12.11 Processor shall assist Controller by taking appropriate measures with regard to Controller’s obligation to inform competent authorities and Data Subjects in case of a Personal Data Breach (obligation to notify and communicate a personal data breach), as well as with regard to any obligation to produce an Impact Assessment (DPIA).
12.12 Upon completion of the contractual work as laid down in this Agreement or when requested by Controller, and within a reasonable time which shall not exceed ten (10) days, Processor must, at the discretion of Controller, return to Controller all documents in its possession and all work products and data produced, or delete them in compliance with the Applicable Law. The deletion log must be presented by Processor upon request by Controller.

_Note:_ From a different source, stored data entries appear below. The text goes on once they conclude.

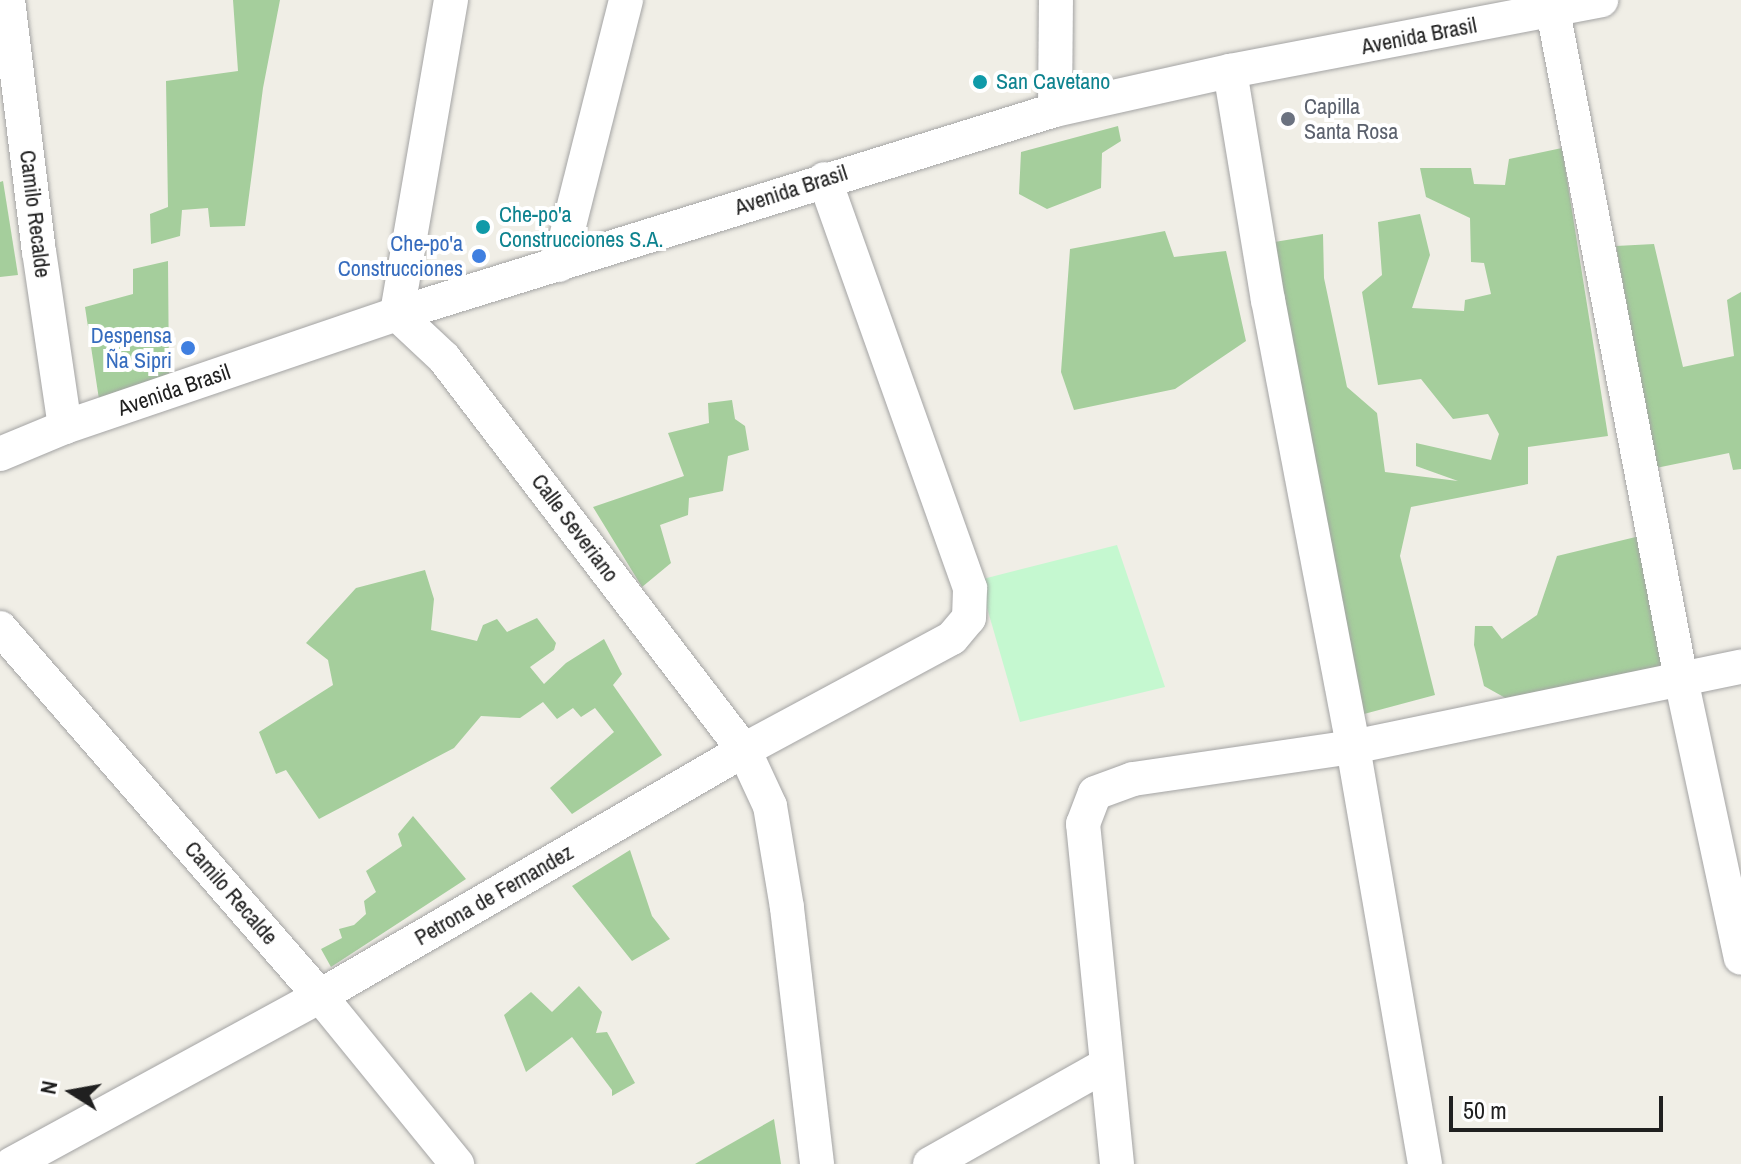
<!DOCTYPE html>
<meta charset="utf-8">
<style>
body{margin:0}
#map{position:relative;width:1741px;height:1164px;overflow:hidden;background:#f0eee6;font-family:"Archivo Narrow",sans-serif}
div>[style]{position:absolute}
.forest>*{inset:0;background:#a5ce9c}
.park>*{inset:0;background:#c5f8d0}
.roads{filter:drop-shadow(0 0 2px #a4a4a4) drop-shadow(0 0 2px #a4a4a4)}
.minor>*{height:34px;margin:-17px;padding:0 17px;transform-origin:17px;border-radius:17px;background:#fff}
.dots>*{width:22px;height:22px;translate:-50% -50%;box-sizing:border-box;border:4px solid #fff;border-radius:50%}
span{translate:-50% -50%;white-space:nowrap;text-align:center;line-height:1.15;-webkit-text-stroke:8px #fff;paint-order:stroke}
.street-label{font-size:22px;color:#202020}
.culture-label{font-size:22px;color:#0d838f}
.left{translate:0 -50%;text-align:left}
.worship-label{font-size:22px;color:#5b616d}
.shop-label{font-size:22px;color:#366cbe}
.right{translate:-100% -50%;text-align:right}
.north{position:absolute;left:32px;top:1052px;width:80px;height:80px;-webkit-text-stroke:6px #fff;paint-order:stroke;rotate:281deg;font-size:22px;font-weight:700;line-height:32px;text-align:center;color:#202020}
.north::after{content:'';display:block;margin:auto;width:28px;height:36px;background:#202020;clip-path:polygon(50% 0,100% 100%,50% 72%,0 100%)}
.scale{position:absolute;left:1449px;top:1096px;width:214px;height:36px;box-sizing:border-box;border:4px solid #202020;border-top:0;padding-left:10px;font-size:24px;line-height:28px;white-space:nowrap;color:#202020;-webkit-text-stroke:6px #fff;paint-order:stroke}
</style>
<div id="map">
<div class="forest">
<div style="clip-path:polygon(233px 0,280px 0,263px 88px,245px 226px,210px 227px,208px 208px,182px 210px,180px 236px,151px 244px,150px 214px,168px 207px,166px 81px,238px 71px)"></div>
<div style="clip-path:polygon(1118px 126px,1121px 141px,1102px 153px,1101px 188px,1047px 209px,1019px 194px,1021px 152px)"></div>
<div style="clip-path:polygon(1562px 148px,1608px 436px,1528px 447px,1528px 484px,1411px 507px,1400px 556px,1435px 695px,1364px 714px,1269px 243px,1323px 234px,1324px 278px,1347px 387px,1377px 413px,1385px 472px,1458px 481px,1416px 466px,1416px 443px,1491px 460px,1499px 434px,1488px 414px,1453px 419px,1421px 379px,1378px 385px,1362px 292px,1382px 275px,1378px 222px,1420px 214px,1430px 255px,1412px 308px,1464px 311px,1465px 300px,1491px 294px,1484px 263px,1471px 262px,1470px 218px,1426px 197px,1420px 168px,1471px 168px,1474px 184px,1505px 185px,1509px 159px)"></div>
<div style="clip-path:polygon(3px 181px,18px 275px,0 277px,0 182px)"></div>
<div style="clip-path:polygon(1165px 231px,1174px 257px,1226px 251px,1246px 341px,1175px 389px,1074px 410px,1061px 372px,1070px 249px)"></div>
<div style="clip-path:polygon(1654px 244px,1683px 367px,1734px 356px,1727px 300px,1741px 292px,1741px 469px,1733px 470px,1729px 453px,1656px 468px,1616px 246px)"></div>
<div style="clip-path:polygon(168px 261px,169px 381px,100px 406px,85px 307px,133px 294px,133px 269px)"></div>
<div style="clip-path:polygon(732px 400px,735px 419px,745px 426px,749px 450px,728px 456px,723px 491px,689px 498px,688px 515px,660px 525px,671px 563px,642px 587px,593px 507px,684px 476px,668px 433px,709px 423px,708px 403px)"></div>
<div style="clip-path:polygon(1644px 535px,1674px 667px,1509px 700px,1484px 686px,1474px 645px,1475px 626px,1492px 626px,1502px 639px,1537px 615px,1557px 556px)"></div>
<div style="clip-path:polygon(425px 570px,434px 599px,431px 630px,477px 641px,483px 625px,497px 619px,507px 632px,537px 618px,556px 643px,554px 650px,530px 667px,544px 684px,566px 663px,604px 639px,622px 674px,613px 685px,662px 755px,572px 814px,550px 788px,614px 732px,595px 708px,581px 717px,573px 708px,557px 719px,543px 702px,520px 718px,481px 716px,454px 748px,319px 819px,286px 770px,276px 774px,259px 732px,333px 685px,328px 660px,306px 643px,356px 588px)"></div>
<div style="clip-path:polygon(413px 816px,466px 879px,331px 967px,321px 949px,342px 938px,339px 929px,354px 925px,366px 914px,364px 901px,376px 892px,366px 871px,402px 846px,398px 834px)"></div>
<div style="clip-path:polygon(630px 850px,652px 916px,670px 939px,632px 961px,572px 886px)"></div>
<div style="clip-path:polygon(579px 986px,602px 1012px,596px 1033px,607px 1032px,635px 1083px,612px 1096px,612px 1090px,572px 1037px,526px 1072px,504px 1015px,531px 992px,552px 1012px)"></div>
<div style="clip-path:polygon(774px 1119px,781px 1164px,695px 1164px)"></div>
</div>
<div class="park">
<div style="clip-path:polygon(1117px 545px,1165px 687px,1020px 722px,979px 580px)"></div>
</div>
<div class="roads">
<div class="minor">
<div style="left:8px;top:0;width:253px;rotate:83deg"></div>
<div style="left:39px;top:251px;width:178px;rotate:81.6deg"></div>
<div style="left:451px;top:0;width:319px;rotate:99.8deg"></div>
<div style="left:397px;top:314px;width:64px;rotate:43.1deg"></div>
<div style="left:444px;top:358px;width:494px;rotate:52.6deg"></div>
<div style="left:744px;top:750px;width:62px;rotate:65.1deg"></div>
<div style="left:770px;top:806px;width:103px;rotate:80.5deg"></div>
<div style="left:787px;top:908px;width:258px;rotate:83.3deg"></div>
<div style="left:1553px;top:11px;width:680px;rotate:79.15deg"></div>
<div style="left:1681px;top:679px;width:285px;rotate:77.9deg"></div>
<div style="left:1230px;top:71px;width:232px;rotate:80.6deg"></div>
<div style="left:1268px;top:300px;width:455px;rotate:79.2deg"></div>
<div style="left:1353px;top:747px;width:423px;rotate:80.2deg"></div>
<div style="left:1055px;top:110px;width:110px;rotate:-89.5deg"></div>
<div style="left:559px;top:265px;width:273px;rotate:-75.8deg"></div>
<div style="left:0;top:454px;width:70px;rotate:-22.6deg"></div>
<div style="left:65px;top:427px;width:351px;rotate:-18.8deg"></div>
<div style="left:397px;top:314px;width:689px;rotate:-17.23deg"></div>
<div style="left:1055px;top:110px;width:179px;rotate:-12.6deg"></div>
<div style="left:1230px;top:71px;width:378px;rotate:-10.8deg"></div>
<div style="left:0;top:628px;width:488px;rotate:49deg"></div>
<div style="left:320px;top:996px;width:217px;rotate:50.8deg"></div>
<div style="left:12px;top:1164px;width:351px;rotate:-28.6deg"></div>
<div style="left:320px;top:996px;width:490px;rotate:-30.1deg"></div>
<div style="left:744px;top:750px;width:236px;rotate:-28.3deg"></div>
<div style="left:952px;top:638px;width:26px;rotate:-50deg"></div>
<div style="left:969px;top:618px;width:30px;rotate:-88deg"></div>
<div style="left:970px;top:588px;width:434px;rotate:-109.6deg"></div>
<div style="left:930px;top:1164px;width:200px;rotate:-29.4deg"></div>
<div style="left:1117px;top:1164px;width:342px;rotate:-95.7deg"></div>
<div style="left:1083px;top:824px;width:33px;rotate:-69deg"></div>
<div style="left:1095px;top:793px;width:40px;rotate:-20.2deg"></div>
<div style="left:1133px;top:779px;width:222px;rotate:-8.3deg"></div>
<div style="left:1353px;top:747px;width:396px;rotate:-11.7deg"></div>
</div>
</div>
<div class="dots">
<div style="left:980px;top:82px;background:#0f9aa8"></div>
<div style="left:1288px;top:119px;background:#6b7280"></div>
<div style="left:483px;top:227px;background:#0f9aa8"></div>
<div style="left:479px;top:256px;background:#3f7fe0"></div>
<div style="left:188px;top:348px;background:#3f7fe0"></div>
</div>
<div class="street-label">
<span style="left:1419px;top:36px;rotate:-11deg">Avenida Brasil</span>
<span style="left:791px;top:190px;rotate:-18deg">Avenida Brasil</span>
<span style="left:35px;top:214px;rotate:83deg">Camilo Recalde</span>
<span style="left:174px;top:390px;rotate:-19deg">Avenida Brasil</span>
<span style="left:575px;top:528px;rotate:53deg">Calle Severiano</span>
<span style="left:231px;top:893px;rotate:49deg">Camilo Recalde</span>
<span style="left:494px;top:895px;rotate:-30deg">Petrona de Fernandez</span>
</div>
<div class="culture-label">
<span class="left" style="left:996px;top:82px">San Cavetano</span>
<span class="left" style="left:499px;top:227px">Che-po'a<br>Construcciones S.A.</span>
</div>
<div class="worship-label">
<span class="left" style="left:1304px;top:119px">Capilla<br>Santa Rosa</span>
</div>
<div class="shop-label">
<span class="right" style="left:463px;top:256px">Che-po'a<br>Construcciones</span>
<span class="right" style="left:172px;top:348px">Despensa<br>Ña Sipri</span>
</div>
<div class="north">N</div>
<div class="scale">50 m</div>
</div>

12.13 Controller hereby declares that upon entering into this Agreement Controller is aware that, for the provision of the Services of this Agreement, it is necessary to use the services of the following third-party providers and consents to such use in case they are considered, for any reason, to be Sub-Processors of Processor:
THIRD-PARTY PROVIDER |
SERVICES |
Google Group of companies (Google LLC, Google Ireland & Affiliates) |
Google Ads, Google Merchant Center, Google Analytics, Google Display Ads |
Meta Group of companies (Facebook Inc, Facebook Ireland & Affiliates) |
Facebook Ads, Meta Business Manager |
Processor is prohibited from assigning to a Sub-Processor the processing in any way of personal data, which Processor undertook under this Agreement, unless, prior to the commencement of the aforementioned processing, the following conditions are met cumulatively:
- a) Processor has notified in writing Controller and has Controller’s written consent. The relevant notification must at least include, apart from Sub-Processor’s identity, the purposes and the extent of the proposed Processing by a Sub-Processor, as well as information on whether the processing will take place in a country outside of the EU/EEA.
- b) Processor has guaranteed that the proposed processing by Sub-Processor is completely compliant with Greek and EU Personal Data legislation.
- c) Processor shall impose on Sub-Processor the same data protection obligations, which Processor undertakes towards Controller, as set out in this Agreement, in particular with regard to the provision of sufficient guarantees to implement appropriate technical and organizational measures in such a manner that the Processing will meet the requirements of the Applicable Law.
12.14 In case Controller, with regard to the data mentioned in this Agreement, is considered a processor under Applicable Law, then it is agreed that the other Party herein is considered a sub-processor and that with regard to everything else all the terms of this Agreement apply fully.